EBS leases grandfathered, other loose ends tied down, new build-out terms proposed
The status of hoary Educational Broadband Service leases has been up in the air ever since the FCC made EBS leases subject to the secondary market rules that govern most other spectrum leasing arrangements. But now, thanks to a long-awaited ruling on (among other things) an uncontested compromise proposal, things may start moving again.
The principal issue has been: how long can these EBS leases extend? Originally, such leases were limited to ten years . . . then 15 . . . then there was no limit . . . then (in 2008) the Commission re-imposed the 15-year limit, grandfathering pre-existing leases from the date of execution of the leases.
In the FCC’s back-and-forth flip-flopping, it was that latter flip (or was it a flop?) that raised the dander of many EBS lessees – particularly those with leases which (a) may have been “executed” many years ago but (b) have not gone into effect because the start date on the leases was triggered by some other event. The FCC’s casual ruling – perhaps inadvertently –served to severely limit the term of some such leases.
Reconsideration petitions were duly filed and opposed, but eventually the commercial industry group (WCAI) and the educational industry group (NEBSA) jointly offered a compromise solution: the 15 years could run from the execution date if the lease had in fact commenced prior to March 20, 2008 (the date of the Order that caused all the hubbub) or if both parties to the lease agreed to its treatment as grandfathered.
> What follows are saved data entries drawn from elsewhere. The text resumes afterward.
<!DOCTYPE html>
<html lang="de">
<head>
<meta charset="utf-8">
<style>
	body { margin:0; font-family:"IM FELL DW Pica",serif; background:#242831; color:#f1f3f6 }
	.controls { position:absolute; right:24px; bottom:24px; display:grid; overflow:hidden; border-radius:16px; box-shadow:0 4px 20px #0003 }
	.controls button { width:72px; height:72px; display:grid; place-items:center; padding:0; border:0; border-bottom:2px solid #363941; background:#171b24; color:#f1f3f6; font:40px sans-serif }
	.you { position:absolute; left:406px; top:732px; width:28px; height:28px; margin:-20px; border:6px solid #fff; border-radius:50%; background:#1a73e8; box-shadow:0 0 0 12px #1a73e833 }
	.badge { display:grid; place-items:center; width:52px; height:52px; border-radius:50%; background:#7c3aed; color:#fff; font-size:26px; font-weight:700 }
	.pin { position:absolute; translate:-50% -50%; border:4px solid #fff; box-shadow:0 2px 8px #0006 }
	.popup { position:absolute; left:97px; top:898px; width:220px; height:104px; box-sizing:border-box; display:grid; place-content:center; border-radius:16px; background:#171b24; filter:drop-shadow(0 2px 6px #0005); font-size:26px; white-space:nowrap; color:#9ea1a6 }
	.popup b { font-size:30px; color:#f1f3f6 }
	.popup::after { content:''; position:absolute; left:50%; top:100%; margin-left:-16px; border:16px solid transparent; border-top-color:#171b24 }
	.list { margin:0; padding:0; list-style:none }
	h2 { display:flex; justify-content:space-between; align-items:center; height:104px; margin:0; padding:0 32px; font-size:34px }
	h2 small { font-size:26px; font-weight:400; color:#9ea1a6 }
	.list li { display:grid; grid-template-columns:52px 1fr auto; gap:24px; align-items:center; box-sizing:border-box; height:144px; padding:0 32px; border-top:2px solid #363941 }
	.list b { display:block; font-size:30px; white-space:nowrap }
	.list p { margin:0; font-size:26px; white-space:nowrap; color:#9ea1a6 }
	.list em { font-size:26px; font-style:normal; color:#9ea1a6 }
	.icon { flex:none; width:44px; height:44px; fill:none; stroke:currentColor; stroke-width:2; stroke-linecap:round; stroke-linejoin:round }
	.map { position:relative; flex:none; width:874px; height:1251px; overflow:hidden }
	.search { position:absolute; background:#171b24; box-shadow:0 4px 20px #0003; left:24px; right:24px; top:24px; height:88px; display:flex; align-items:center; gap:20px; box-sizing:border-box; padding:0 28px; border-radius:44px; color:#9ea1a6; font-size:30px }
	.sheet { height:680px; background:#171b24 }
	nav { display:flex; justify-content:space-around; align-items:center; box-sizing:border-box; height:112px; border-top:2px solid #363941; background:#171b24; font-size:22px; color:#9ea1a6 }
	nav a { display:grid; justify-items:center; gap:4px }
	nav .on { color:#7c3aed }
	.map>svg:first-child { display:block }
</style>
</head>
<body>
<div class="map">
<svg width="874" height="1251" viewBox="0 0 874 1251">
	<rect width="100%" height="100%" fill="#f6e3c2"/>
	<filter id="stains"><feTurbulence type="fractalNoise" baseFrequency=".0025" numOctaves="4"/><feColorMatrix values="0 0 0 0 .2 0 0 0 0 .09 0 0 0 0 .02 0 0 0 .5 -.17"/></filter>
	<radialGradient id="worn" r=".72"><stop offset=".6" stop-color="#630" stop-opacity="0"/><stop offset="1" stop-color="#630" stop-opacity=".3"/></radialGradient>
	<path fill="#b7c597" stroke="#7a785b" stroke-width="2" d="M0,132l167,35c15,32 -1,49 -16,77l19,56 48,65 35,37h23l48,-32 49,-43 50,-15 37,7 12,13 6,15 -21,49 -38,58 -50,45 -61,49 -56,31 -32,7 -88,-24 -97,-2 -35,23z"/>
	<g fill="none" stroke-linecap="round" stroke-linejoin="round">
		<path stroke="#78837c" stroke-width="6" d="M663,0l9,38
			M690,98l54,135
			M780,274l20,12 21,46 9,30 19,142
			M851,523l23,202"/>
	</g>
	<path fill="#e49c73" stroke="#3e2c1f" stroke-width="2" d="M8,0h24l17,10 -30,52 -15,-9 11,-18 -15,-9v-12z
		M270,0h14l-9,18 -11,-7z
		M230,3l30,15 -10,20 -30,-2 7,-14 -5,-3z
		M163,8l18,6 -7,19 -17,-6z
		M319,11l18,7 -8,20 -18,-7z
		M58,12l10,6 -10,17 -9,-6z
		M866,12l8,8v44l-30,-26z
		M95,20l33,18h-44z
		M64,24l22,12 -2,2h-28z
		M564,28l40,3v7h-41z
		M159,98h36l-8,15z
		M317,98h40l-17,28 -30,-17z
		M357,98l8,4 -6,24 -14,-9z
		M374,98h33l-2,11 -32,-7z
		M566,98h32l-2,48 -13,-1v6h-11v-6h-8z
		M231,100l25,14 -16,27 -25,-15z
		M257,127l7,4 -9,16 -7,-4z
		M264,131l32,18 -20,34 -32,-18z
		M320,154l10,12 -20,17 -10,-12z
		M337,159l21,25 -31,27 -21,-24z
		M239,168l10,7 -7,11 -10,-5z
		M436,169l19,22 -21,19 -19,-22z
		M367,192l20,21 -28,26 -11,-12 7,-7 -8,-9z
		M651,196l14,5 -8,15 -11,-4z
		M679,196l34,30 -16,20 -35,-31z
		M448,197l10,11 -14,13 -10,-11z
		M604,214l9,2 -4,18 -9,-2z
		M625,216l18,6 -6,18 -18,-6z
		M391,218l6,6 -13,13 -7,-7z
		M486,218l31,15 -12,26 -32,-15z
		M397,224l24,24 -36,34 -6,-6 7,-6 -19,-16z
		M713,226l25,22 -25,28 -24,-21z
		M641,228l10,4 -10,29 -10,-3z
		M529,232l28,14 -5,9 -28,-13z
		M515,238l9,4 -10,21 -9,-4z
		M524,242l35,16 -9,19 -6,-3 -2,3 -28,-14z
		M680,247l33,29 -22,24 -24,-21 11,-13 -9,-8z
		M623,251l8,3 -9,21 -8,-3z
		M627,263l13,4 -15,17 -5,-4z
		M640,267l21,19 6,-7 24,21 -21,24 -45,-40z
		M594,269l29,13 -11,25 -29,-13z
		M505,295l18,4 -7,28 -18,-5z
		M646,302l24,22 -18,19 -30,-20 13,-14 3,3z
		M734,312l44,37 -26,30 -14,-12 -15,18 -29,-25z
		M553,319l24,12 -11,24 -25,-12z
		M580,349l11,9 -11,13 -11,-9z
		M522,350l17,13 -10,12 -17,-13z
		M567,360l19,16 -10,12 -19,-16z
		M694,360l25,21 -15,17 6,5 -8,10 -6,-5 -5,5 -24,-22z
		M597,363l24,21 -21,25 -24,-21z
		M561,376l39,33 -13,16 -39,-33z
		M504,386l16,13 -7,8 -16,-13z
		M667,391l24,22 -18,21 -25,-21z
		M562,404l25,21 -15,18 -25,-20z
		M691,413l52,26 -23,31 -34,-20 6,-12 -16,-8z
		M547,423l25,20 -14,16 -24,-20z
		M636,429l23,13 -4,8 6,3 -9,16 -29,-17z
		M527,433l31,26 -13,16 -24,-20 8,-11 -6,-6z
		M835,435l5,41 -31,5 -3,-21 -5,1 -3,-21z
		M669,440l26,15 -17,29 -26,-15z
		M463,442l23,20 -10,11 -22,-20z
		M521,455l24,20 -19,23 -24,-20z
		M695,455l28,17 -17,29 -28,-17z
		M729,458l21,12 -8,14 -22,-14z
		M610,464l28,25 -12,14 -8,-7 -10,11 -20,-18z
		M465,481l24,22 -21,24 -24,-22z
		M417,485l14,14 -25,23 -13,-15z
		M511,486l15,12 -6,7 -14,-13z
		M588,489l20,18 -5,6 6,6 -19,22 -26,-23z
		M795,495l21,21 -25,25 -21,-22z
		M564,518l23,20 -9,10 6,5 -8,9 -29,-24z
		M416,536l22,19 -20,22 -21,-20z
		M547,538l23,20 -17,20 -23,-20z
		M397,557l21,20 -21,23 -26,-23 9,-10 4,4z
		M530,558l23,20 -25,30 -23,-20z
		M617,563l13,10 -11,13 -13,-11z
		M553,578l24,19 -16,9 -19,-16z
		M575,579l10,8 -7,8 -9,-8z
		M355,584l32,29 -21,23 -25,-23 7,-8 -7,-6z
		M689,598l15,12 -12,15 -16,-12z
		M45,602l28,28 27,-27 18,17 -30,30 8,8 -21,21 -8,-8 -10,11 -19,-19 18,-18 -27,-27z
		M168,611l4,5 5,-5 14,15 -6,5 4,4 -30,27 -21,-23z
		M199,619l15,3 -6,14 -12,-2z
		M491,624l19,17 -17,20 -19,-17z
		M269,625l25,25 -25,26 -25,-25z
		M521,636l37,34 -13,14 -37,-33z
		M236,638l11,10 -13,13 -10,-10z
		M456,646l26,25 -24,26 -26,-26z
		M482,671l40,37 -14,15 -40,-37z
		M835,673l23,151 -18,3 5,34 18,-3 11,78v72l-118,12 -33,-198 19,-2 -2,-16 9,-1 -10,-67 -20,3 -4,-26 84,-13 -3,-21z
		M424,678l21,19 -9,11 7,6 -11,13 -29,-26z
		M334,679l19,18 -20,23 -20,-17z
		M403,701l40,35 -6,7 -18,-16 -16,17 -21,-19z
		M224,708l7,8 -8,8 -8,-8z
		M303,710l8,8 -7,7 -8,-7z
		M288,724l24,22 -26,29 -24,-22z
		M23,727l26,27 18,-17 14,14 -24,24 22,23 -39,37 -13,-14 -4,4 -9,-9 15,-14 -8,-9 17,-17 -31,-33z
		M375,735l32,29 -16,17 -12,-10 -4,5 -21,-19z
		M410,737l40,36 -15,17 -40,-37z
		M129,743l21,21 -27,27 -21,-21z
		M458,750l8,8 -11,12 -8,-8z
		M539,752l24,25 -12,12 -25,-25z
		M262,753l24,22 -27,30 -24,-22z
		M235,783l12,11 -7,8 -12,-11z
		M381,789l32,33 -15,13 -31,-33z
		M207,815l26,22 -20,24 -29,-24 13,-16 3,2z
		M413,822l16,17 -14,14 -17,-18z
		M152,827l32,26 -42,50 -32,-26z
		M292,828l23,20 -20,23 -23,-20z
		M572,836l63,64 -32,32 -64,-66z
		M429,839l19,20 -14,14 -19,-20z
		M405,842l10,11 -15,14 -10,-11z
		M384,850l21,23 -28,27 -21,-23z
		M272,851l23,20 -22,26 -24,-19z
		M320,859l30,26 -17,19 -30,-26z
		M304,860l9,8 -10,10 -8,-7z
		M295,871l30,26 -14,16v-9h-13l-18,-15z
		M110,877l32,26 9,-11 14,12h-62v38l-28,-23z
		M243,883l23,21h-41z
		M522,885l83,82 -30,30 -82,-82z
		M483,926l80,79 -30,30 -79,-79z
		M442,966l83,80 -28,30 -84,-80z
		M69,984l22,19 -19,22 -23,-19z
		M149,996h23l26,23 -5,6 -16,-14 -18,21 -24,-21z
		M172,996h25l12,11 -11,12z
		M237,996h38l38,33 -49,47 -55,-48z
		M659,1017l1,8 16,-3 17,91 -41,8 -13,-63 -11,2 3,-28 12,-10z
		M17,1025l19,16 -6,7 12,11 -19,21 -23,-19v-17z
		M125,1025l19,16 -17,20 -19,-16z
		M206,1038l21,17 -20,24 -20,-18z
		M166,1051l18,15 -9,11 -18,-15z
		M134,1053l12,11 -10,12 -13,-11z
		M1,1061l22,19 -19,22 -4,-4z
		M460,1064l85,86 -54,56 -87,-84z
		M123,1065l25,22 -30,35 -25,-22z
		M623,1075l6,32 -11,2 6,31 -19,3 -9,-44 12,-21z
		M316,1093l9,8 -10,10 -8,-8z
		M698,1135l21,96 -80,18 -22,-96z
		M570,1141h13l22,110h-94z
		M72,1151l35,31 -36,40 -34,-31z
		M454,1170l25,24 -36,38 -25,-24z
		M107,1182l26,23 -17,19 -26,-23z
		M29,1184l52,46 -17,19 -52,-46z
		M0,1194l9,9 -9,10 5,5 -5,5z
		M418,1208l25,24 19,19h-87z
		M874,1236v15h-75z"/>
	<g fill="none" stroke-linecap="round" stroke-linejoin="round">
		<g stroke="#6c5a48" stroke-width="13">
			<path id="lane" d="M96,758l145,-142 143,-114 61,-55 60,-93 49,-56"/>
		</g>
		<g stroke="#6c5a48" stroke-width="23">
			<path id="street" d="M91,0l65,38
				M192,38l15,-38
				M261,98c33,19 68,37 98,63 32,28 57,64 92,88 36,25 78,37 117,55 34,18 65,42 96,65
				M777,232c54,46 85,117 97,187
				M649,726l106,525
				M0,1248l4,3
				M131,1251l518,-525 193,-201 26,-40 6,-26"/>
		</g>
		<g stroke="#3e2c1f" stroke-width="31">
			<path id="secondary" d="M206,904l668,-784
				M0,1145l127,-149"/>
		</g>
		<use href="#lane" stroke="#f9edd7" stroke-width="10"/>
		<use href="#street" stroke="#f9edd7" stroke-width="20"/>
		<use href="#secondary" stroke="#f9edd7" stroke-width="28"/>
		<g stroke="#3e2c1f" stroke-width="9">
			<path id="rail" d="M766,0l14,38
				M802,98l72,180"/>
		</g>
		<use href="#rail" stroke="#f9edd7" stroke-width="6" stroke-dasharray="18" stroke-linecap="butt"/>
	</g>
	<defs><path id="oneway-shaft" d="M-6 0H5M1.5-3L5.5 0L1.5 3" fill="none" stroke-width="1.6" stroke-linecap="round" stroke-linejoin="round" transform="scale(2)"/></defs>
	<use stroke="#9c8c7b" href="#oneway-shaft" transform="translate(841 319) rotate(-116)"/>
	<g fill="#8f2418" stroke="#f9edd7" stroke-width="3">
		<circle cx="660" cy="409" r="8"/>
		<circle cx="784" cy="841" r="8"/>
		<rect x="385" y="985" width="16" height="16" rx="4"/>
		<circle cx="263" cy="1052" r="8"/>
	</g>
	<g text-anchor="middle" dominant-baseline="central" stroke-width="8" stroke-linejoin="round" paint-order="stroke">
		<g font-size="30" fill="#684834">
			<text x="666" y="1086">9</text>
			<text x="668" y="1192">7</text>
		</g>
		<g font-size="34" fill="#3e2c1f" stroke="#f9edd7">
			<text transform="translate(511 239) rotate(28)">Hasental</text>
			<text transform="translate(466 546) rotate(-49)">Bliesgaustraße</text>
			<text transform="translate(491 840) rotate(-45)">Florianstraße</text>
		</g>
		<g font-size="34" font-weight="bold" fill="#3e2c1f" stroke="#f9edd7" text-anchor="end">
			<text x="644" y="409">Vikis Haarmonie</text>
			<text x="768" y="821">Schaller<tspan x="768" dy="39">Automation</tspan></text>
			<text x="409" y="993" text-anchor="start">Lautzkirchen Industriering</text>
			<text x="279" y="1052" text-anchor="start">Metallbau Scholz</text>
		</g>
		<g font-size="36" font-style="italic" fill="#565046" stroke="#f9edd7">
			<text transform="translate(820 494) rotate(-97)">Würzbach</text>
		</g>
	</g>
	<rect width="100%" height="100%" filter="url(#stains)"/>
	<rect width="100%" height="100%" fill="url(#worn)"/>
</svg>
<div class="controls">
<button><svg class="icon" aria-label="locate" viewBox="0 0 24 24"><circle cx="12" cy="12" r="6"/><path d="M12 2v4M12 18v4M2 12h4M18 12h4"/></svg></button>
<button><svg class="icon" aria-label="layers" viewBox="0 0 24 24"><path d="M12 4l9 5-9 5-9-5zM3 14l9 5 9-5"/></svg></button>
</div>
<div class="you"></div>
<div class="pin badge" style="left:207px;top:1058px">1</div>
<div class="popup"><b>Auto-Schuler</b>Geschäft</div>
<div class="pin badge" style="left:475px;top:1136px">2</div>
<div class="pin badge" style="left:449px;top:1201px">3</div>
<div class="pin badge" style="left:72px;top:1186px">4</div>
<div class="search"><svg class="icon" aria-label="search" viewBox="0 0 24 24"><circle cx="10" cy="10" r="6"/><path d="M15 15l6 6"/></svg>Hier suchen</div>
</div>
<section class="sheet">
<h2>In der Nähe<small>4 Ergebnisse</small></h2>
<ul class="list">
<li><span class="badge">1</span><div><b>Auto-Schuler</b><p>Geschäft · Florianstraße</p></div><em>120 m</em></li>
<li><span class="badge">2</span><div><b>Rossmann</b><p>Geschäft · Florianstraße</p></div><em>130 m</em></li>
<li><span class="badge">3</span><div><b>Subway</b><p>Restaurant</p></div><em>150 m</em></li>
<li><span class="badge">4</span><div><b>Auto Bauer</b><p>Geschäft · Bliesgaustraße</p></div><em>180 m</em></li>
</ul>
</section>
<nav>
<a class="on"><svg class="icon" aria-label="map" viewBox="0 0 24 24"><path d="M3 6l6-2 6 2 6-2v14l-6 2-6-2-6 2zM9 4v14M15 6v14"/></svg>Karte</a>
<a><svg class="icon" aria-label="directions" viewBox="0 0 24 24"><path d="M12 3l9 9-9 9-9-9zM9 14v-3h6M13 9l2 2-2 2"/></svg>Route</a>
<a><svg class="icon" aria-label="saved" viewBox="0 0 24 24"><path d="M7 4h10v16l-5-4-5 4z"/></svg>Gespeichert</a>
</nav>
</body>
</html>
The joint proposal also provided that leases entered into between January 24, 1999, and January 5, 2005, that provided for deferred start dates on the leases would be grandfathered for up to 15 years from the agreed start date (rather than from the execution date).
The FCC gladly accepted this compromise proposal (which to our mind leans heavily in favor of the commercial lessees) as meeting most of the interests of both parties. It also was able to avoid the deeper question of whether the FCC can abrogate contracts by administrative fiat.
Cleaning up another loose end, the FCC proposed to give auction winners in upcoming Auction 86 four years from the date of their new licenses to build out their systems rather than the 15 months or so that would be available without a rule change. This much needed revision – if ultimately adopted – would come too late, however, for prospective auction participants who were deterred by the short construction fuse from filing short form applications. Comment deadlines on this proposal have not yet been established, but the comment and reply comment periods will be short (15 and 25 days from Federal Register Publication for comments and reply comments, respectively).
Finally, the FCC clarified that licensees of old channels 1, 2 and 2A can simultaneously operate on both their old channels and their new channels pending migration of all of their subscribers to the new band plan. So theoretically, if an AWS licensee does not evict the incumbent BRS licensee from the old band, it could continue to operate on those 6 – 10/12 MHz of spectrum indefinitely by keeping subscribers on the bands. Not that anyone would ever do such a thing.